Items listed in a dataset
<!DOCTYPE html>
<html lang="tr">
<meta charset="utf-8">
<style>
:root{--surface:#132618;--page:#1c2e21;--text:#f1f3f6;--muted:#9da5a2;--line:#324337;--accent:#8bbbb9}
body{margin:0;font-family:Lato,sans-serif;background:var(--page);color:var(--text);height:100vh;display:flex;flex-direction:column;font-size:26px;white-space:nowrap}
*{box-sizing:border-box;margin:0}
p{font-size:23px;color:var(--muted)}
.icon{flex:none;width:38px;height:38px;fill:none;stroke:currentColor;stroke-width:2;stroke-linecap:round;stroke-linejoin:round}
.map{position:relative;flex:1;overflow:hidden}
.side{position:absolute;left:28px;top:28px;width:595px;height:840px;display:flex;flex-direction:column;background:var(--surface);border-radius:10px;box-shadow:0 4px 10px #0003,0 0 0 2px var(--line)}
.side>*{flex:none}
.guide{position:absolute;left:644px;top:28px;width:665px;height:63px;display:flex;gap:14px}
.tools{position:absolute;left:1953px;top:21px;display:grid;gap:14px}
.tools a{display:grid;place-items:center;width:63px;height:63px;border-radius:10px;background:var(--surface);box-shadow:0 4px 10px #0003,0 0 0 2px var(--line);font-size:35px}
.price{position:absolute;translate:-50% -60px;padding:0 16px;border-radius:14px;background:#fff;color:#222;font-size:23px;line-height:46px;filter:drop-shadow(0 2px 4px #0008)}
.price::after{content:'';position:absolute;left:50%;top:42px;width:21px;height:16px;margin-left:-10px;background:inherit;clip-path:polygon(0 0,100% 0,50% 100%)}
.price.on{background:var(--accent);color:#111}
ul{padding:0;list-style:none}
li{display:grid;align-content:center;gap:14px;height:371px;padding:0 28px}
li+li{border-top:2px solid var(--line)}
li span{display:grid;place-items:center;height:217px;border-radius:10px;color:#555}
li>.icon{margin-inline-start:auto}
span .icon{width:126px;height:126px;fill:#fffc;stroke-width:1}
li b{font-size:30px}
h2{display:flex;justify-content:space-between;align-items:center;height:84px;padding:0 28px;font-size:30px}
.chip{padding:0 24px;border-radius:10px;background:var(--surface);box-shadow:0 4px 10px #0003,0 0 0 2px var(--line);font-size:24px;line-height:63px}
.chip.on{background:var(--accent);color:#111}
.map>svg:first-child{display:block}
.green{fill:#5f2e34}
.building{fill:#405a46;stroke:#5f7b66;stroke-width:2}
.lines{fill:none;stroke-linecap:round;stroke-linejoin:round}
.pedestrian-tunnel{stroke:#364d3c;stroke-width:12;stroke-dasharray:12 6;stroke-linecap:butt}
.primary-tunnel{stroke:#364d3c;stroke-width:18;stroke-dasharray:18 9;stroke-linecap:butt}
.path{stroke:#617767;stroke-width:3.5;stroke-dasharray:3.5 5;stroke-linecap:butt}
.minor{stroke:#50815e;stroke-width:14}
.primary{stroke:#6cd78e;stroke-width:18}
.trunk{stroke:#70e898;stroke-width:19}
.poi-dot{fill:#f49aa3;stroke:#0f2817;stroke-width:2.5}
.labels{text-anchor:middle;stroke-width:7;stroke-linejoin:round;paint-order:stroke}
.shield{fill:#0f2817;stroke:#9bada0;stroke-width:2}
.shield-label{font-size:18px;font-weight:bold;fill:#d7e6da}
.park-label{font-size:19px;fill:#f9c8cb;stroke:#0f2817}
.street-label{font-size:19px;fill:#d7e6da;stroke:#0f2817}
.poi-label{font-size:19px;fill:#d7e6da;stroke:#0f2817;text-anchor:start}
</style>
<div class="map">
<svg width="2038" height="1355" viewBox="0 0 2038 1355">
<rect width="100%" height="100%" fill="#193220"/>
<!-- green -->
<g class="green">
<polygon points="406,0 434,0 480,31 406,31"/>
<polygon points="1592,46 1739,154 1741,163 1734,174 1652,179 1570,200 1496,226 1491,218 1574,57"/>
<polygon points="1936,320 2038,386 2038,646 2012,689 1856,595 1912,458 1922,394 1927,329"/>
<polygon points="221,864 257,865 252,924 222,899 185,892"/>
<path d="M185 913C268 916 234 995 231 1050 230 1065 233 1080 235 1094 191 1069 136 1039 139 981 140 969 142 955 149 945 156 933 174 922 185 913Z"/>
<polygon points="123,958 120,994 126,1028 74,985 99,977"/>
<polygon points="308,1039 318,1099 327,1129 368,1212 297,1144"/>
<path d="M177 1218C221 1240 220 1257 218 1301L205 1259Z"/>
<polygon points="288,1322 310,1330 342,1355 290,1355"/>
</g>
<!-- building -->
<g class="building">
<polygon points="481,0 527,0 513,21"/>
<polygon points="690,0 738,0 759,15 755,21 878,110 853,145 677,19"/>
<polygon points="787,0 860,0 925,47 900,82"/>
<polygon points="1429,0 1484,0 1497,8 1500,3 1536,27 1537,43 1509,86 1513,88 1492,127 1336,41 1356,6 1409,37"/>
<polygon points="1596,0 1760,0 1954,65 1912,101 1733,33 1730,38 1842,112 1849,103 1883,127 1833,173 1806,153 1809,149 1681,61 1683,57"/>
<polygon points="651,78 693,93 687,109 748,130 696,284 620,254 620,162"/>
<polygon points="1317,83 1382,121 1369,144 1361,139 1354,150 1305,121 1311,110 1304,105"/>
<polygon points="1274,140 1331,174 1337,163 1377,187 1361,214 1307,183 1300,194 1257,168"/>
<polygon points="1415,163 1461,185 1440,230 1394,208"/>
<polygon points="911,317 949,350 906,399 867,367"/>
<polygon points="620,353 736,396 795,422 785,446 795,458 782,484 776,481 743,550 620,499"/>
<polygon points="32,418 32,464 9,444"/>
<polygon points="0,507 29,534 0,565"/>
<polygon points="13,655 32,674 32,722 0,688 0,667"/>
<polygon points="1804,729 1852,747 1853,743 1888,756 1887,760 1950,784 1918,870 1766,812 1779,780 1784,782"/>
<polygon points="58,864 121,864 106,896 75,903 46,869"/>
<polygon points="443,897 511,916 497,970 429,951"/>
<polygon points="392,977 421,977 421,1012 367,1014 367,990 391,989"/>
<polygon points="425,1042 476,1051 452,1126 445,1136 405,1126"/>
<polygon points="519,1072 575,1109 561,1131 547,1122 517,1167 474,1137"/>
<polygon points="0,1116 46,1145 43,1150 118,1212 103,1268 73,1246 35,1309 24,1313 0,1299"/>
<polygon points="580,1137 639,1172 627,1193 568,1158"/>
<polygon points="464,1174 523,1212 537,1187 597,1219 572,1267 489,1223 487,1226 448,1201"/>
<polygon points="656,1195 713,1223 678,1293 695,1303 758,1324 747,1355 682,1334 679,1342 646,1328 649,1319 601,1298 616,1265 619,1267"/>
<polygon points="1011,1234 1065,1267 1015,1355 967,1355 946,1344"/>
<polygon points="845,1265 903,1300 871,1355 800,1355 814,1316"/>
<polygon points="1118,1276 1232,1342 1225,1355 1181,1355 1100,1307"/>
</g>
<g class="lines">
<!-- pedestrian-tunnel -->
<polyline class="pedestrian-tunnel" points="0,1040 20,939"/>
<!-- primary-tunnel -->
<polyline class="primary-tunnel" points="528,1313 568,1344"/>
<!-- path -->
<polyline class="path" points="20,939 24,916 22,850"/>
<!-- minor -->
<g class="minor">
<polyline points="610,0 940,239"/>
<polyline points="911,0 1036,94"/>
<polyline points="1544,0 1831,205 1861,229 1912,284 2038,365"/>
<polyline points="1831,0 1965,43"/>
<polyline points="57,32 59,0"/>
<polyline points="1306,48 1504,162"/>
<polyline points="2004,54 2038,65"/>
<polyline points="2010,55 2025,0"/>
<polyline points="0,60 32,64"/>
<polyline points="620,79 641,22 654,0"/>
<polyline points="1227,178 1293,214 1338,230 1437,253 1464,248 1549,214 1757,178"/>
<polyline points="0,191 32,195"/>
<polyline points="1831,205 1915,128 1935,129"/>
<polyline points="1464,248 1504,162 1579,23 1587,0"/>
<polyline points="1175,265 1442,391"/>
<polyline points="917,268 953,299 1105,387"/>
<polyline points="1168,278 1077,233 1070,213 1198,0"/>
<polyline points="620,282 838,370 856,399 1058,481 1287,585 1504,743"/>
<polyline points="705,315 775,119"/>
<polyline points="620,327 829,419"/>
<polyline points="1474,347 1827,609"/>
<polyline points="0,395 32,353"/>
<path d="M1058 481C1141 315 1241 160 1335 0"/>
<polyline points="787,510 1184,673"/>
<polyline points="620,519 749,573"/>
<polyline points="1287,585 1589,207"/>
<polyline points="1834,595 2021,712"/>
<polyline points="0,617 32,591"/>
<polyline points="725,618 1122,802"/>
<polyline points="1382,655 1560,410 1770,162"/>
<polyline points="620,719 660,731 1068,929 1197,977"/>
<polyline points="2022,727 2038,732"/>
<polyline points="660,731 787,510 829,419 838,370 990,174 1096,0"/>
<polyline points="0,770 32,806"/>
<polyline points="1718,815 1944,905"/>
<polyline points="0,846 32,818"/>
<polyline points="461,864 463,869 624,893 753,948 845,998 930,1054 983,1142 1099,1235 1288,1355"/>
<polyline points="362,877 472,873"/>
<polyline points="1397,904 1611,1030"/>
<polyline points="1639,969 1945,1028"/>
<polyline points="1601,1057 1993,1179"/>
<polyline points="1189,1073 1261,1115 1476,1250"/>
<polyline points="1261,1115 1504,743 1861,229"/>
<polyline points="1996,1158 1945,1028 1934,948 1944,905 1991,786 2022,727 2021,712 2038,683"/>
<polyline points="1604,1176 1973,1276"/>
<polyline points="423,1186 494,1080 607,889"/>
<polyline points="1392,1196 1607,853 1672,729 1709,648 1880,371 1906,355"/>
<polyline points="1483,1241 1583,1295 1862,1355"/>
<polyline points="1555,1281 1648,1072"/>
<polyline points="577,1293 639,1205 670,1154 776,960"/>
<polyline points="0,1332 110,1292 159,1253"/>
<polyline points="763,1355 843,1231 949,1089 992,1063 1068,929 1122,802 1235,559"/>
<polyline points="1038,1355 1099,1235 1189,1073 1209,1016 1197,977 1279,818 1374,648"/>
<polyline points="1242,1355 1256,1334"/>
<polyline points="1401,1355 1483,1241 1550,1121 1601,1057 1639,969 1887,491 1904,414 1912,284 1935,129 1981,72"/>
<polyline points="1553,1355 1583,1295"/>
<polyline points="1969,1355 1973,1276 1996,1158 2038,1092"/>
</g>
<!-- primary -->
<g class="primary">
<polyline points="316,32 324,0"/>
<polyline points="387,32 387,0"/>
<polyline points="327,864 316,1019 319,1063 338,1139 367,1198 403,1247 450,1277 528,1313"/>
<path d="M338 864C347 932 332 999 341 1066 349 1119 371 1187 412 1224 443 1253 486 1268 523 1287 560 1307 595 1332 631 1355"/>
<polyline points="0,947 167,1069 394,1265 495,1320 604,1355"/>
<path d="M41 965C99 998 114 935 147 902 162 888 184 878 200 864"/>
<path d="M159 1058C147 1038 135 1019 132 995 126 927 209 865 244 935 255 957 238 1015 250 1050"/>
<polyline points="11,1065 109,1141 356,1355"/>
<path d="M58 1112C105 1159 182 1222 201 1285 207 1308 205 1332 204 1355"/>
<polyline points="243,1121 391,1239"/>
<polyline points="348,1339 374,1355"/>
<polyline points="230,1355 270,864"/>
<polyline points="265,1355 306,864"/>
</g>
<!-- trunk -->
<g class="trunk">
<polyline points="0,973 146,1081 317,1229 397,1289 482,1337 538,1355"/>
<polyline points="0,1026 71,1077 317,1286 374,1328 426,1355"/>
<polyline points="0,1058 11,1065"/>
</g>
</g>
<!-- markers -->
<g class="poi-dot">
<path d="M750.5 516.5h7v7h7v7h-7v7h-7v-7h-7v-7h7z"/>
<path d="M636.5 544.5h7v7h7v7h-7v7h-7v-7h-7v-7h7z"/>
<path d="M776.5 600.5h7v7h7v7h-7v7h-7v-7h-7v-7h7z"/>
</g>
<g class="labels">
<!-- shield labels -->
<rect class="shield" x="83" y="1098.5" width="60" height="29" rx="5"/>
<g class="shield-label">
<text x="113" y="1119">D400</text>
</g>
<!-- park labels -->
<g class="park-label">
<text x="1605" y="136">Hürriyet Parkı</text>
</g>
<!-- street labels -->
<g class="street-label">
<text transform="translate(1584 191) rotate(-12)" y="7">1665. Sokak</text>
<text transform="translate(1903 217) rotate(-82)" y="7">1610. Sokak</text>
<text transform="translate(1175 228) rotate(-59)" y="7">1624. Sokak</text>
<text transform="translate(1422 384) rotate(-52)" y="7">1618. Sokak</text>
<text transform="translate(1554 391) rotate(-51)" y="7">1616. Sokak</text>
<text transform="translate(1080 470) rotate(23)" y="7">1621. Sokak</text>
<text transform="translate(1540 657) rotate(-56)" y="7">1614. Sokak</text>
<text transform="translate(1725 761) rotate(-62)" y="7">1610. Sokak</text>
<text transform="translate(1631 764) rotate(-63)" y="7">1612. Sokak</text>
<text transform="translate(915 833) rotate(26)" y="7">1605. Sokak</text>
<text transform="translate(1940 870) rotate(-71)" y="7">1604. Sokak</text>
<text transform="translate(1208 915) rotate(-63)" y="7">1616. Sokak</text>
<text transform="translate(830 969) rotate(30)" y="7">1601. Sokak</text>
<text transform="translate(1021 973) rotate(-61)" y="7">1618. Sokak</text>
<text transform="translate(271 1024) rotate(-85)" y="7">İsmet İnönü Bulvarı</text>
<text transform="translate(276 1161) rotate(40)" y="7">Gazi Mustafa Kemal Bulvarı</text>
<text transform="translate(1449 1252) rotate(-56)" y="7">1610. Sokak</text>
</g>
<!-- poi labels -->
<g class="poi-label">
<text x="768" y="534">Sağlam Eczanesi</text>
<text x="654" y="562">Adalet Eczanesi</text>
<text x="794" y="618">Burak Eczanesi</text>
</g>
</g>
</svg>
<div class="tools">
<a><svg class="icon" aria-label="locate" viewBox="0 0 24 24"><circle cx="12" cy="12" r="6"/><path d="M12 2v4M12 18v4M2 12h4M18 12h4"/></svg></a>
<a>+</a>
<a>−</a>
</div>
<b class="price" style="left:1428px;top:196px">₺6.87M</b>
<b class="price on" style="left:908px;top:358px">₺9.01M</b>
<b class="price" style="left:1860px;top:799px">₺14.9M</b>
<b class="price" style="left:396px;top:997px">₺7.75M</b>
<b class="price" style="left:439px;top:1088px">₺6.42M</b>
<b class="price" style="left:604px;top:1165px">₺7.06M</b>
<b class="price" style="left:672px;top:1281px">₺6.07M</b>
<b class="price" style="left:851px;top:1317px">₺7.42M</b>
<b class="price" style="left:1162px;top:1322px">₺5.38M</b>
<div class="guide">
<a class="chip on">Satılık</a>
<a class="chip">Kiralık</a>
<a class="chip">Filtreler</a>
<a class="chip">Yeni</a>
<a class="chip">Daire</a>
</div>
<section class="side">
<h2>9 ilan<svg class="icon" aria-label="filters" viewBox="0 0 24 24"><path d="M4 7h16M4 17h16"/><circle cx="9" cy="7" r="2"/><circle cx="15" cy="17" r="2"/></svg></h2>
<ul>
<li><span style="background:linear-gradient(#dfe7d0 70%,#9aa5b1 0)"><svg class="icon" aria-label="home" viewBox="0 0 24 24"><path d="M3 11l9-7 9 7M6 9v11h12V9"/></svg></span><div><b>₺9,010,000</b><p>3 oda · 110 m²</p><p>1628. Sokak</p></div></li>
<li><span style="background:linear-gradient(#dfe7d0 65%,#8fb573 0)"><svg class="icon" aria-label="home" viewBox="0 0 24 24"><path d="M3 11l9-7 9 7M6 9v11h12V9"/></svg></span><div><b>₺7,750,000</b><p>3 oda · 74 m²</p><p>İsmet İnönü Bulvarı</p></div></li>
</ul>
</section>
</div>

■ **WHAT THE TASK ASKS**
Every line of the entries that includes "margin" must be copied into the answer.

■ **ANSWER BELOW**
body{margin:0;font-family:Lato,sans-serif;background:var(--page);color:var(--text);height:100vh;display:flex;flex-direction:column;font-size:26px;white-space:nowrap}
*{box-sizing:border-box;margin:0}
.price::after{content:'';position:absolute;left:50%;top:42px;width:21px;height:16px;margin-left:-10px;background:inherit;clip-path:polygon(0 0,100% 0,50% 100%)}
li>.icon{margin-inline-start:auto}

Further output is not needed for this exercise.